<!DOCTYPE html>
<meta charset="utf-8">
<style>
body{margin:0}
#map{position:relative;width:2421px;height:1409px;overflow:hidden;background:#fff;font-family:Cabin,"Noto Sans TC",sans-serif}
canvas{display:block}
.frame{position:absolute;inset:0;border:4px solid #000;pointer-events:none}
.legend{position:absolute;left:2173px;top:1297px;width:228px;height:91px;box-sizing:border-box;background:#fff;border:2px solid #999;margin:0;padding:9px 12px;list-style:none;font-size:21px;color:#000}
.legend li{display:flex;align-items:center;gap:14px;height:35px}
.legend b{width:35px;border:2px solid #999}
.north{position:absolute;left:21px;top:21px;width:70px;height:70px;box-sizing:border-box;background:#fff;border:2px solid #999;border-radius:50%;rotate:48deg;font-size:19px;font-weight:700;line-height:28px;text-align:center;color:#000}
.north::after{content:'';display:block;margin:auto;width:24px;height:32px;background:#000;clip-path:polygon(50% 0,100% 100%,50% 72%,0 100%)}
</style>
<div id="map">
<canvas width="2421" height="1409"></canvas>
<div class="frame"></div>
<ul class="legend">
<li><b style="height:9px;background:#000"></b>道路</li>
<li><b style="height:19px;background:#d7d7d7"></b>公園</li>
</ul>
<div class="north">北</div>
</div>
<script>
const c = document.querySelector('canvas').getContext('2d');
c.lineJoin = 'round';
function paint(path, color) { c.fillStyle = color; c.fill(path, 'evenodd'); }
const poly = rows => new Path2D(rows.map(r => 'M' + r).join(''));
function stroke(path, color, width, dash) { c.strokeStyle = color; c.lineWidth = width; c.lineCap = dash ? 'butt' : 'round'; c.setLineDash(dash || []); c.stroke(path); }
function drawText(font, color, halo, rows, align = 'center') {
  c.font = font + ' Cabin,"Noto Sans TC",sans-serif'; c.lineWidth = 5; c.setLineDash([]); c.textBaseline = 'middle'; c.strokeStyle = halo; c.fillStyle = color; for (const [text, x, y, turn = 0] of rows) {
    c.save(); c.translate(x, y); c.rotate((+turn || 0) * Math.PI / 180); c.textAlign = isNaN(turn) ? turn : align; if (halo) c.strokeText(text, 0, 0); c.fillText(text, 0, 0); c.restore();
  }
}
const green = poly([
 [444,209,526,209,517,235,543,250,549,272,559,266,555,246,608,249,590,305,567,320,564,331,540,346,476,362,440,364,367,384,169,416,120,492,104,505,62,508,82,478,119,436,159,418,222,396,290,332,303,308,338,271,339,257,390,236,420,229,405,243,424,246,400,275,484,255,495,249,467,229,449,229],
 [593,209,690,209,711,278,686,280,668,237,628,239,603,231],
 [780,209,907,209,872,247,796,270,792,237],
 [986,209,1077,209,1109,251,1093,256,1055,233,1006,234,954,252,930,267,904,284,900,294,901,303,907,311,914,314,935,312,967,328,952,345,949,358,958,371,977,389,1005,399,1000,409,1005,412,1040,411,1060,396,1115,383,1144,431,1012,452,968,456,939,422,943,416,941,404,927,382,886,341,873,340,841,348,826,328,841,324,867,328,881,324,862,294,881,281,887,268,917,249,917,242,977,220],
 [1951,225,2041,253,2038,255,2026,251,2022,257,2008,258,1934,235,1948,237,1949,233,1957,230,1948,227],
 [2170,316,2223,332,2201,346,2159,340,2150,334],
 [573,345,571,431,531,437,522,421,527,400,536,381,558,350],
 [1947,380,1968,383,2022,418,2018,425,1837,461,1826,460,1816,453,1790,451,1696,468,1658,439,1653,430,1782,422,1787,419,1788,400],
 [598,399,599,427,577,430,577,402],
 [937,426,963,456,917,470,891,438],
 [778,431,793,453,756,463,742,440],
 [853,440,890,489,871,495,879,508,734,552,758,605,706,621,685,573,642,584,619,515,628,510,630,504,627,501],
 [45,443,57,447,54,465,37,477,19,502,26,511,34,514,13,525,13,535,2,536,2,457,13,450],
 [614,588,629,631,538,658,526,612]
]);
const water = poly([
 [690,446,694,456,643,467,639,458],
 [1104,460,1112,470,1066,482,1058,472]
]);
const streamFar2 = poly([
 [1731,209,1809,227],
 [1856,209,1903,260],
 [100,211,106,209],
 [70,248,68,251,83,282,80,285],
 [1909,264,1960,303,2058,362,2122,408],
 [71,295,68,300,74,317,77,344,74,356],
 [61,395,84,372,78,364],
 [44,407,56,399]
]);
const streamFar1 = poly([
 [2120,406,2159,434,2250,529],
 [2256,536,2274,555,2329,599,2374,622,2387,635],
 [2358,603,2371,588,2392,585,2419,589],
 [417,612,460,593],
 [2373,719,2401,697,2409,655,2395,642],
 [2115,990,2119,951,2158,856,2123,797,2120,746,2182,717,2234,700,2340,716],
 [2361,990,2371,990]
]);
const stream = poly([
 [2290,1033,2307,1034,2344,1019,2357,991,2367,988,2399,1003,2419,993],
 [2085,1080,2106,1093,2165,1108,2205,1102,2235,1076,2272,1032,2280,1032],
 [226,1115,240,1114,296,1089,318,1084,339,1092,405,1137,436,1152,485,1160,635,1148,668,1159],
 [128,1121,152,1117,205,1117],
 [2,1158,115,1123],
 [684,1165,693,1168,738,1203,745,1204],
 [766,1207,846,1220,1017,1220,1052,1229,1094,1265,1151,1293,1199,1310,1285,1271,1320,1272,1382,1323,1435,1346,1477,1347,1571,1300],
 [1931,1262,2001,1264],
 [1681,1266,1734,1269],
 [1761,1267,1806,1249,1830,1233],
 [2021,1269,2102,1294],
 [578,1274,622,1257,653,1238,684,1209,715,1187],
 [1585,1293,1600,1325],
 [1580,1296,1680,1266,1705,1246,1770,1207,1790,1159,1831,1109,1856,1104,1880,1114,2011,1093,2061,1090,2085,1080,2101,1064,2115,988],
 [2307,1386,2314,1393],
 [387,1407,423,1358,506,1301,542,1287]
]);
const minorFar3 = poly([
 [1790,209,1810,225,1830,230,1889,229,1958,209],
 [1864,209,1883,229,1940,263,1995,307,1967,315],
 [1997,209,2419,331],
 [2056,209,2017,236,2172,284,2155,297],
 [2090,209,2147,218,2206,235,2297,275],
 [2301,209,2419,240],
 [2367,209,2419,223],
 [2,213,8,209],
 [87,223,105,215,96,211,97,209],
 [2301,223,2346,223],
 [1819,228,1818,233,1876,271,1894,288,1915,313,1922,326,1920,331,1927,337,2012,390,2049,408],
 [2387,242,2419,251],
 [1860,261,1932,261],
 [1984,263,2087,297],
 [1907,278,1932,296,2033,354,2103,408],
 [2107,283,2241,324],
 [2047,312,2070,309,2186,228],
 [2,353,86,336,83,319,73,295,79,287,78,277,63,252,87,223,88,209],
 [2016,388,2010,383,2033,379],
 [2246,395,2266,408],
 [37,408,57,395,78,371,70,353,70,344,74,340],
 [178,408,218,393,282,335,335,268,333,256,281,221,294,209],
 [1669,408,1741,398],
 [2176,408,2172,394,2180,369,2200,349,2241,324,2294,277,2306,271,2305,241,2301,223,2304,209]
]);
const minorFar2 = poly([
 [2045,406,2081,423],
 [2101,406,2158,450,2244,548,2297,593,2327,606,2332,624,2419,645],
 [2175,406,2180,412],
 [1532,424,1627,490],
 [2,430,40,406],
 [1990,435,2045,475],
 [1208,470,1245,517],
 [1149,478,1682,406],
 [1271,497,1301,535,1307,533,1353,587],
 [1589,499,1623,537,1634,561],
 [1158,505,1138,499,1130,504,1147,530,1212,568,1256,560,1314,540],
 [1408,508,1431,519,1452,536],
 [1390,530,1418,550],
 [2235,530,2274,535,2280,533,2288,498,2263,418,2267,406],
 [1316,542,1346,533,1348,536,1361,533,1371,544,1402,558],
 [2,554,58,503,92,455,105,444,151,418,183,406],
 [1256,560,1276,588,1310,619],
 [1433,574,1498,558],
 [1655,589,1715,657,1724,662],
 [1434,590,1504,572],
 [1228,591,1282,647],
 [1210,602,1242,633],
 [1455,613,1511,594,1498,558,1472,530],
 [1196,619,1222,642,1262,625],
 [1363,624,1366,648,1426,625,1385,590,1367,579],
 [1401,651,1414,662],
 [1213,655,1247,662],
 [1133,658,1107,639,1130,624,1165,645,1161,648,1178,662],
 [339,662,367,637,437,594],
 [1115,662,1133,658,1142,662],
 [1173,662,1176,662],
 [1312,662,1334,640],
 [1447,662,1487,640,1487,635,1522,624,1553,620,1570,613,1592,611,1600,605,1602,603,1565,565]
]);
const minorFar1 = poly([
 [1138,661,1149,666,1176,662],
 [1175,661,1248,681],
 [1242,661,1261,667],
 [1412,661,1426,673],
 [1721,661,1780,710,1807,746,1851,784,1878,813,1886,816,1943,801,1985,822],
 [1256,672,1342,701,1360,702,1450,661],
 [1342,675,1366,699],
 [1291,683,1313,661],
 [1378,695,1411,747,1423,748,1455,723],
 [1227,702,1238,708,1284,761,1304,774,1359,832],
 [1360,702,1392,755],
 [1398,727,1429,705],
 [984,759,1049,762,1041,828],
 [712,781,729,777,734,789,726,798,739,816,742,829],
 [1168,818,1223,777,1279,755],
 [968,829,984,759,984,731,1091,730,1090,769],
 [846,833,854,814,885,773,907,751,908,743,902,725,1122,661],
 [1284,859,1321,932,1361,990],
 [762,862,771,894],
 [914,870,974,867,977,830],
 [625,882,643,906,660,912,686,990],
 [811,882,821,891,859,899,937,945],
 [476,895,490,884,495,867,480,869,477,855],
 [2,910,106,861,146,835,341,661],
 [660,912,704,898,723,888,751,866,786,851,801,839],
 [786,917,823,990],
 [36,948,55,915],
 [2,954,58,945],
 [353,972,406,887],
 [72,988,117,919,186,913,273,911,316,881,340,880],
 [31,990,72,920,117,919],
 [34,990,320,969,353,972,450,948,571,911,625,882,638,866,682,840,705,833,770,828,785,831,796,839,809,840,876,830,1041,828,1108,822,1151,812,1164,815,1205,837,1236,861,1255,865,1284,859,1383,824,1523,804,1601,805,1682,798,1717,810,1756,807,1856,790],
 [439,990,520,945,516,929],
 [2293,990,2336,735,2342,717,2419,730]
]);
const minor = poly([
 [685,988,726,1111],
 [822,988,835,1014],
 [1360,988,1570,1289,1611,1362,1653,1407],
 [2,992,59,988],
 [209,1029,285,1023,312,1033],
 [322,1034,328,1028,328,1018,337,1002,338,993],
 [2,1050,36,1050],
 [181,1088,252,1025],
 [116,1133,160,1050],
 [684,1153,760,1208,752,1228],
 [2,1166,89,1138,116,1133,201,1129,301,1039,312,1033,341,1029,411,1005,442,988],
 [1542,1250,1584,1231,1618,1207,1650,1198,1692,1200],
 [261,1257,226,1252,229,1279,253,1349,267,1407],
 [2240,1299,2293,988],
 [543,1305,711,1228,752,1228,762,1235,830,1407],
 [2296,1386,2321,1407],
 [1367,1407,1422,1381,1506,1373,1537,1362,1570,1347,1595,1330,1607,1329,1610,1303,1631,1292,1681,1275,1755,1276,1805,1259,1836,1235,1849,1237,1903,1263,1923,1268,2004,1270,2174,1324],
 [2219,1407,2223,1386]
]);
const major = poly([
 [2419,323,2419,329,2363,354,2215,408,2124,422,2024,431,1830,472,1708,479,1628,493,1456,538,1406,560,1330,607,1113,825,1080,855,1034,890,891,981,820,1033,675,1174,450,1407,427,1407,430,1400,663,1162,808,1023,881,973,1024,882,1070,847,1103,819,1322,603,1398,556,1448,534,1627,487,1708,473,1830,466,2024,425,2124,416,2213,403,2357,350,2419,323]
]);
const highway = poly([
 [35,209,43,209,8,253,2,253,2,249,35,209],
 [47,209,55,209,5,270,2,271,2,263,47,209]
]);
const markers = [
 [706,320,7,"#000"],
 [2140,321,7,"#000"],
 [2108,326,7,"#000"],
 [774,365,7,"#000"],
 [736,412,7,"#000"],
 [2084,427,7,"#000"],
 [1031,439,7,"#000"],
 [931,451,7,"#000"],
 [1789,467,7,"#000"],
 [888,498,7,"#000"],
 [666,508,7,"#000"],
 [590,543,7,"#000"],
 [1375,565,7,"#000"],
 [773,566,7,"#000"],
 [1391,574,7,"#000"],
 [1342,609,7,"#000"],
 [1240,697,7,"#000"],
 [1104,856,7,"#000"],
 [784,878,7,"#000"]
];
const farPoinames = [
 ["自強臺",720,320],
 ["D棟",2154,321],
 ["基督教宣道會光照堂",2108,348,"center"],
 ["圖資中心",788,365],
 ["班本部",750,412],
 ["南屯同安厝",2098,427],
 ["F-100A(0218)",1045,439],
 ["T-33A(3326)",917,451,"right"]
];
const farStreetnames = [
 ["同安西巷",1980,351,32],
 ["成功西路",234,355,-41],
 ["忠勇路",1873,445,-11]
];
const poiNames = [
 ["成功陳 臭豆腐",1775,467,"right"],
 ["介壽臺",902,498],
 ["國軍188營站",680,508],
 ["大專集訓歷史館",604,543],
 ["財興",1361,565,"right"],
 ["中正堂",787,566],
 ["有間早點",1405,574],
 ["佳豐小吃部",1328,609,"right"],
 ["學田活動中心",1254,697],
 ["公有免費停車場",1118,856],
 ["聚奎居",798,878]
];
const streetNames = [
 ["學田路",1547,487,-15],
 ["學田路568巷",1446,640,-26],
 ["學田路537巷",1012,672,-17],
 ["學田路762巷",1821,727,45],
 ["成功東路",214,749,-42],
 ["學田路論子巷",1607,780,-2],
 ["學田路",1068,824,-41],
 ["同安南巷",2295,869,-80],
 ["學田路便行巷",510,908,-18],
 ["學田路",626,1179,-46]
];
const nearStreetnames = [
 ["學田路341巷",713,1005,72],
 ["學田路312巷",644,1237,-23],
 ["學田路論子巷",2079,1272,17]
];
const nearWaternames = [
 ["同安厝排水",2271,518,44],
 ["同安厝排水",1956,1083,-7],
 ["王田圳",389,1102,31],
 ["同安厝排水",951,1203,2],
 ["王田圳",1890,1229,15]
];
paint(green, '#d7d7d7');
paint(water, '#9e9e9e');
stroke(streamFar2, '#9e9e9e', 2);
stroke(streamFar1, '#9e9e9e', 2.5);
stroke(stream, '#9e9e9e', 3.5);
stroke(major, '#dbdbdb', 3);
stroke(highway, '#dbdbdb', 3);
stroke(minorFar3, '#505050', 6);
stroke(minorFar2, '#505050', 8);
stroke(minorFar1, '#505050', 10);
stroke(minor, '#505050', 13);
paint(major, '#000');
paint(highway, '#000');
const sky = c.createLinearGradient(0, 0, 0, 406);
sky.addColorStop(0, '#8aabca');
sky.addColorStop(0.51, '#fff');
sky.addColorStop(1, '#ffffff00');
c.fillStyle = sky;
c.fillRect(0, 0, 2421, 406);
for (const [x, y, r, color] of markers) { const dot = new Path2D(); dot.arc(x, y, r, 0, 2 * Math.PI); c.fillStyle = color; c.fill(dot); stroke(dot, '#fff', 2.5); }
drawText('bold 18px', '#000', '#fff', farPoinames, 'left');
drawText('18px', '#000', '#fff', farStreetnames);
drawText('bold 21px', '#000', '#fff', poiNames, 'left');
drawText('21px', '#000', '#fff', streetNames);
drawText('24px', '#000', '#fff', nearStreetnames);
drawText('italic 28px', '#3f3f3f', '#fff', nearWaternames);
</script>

☆ ☆ ☆

*WHAT NEEDS TO BE DONE*
Whenever the word "canvas" occurs in a line of the listing above, return that line.

*REPLY TO THE EXERCISE*
canvas{display:block}
<canvas width="2421" height="1409"></canvas>
const c = document.querySelector('canvas').getContext('2d');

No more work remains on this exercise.